Der Begriff Grisette bezeichnete in der französischen Literatur des 19. Jahrhunderts eine junge, unverheiratete Frau niederen Standes, meist aus dem oberen Bereich der Unterschicht, die sich selbständig als Putzmacherin, aber auch als Näherin (Midinette), Wäscherin oder Fabrikarbeiterin ihren Lebensunterhalt verdiente.

https://de.wikipedia.org/wiki/Grisette

Was ist ein Grisette?

Meist 3-5 % Alkohol, erfrischendes, helles, hopfiges Sommerbier mit einer spürbaren Hopfenbittere und leichtem Hopfenaroma.
Die Hochzeit des Stiles war um 1900 in der Hainaut Provinz in Belgien.
Im unterschied zum Saison wurde Grisette jung und frisch getrunken, ebenfalls wurde berichtet das es nicht Sauer war. Es gab ein paar Ausnahmen, diese waren aber selten.
Der Stil entwickelte sich Mitte des 18ten Jahrhunderts und starb in der Zeit nach dem zweiten Weltkrieg aus.

Es gab ausnahmen mit mehr Alkohol, bzw. andere Klassen von Grisette:

  • Grisette ordinaire (3-5%)
  • Grisette de Saison (5-6.5%)
  • Grisette supérieure (6.5-8%)
    Jedoch wurde hauptsächlich Ordinaire bzw.

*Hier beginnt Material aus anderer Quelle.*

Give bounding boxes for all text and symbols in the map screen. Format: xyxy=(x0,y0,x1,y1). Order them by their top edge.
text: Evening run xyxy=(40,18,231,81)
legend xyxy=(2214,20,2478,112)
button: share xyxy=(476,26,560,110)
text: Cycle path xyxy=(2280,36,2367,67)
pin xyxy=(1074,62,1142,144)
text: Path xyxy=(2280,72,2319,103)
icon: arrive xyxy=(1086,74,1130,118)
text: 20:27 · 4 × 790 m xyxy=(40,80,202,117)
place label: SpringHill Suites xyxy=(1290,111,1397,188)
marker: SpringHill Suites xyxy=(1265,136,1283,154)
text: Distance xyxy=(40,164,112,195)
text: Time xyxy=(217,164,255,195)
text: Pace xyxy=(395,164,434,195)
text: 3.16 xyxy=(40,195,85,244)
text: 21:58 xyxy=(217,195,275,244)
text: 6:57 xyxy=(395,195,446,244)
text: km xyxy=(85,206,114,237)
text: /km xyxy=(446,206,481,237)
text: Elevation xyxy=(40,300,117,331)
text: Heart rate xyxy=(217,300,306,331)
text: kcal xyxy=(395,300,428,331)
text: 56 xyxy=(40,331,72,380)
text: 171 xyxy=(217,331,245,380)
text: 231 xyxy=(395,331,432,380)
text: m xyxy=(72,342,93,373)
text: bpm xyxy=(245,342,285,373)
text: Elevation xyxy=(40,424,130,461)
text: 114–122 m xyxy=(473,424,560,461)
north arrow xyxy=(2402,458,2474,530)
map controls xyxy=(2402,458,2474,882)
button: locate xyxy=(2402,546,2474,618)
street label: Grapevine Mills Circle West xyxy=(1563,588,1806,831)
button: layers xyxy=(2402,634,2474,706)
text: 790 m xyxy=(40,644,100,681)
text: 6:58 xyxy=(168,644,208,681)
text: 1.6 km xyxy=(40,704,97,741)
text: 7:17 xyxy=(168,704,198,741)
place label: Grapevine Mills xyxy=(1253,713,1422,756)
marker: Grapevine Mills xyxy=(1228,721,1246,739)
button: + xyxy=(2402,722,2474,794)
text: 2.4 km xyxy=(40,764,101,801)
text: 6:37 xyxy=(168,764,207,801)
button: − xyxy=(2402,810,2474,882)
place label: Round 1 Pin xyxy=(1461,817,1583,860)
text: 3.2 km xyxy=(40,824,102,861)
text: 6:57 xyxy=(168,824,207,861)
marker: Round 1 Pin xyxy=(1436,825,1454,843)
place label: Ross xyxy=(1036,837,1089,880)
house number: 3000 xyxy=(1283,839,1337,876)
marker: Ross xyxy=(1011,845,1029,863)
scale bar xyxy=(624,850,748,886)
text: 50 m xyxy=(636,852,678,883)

Grisette de Table gebraut.

Wo bekommt man verlässliche Informationen über den Bierstil

Dave Janssen von Hors Catégorie Brewing
Basic Brewing Radio Folge über Grisette mit Dave Janssen
Experimental Folge über Grisette Brewing mit Dave Janssen
Fuhmentaboudit Folge über Grisette mit Dave Janssen
Roel Mulder von Lost Beers
Yvan de Baets von Brasserie de la Senne

Wie braue ich ein Grisette?

Ein mögliches Rezept für ein Grisette ordinaire

6,3 Plato Stammwürze
0,3 Plato Restextrakt
3 % Alkohol
30 IBU

75% Pilsnermalz
25% Weizenmalz

20 IBU 60 minuten Spalter Select aus Poperinge
10 IBU 15 minuten Spalter Select aus Poperinge

0,5 g/l Spalter select dry hop

3711 French Saison als Hefe vergoren bei Raumtemperatur (26°C)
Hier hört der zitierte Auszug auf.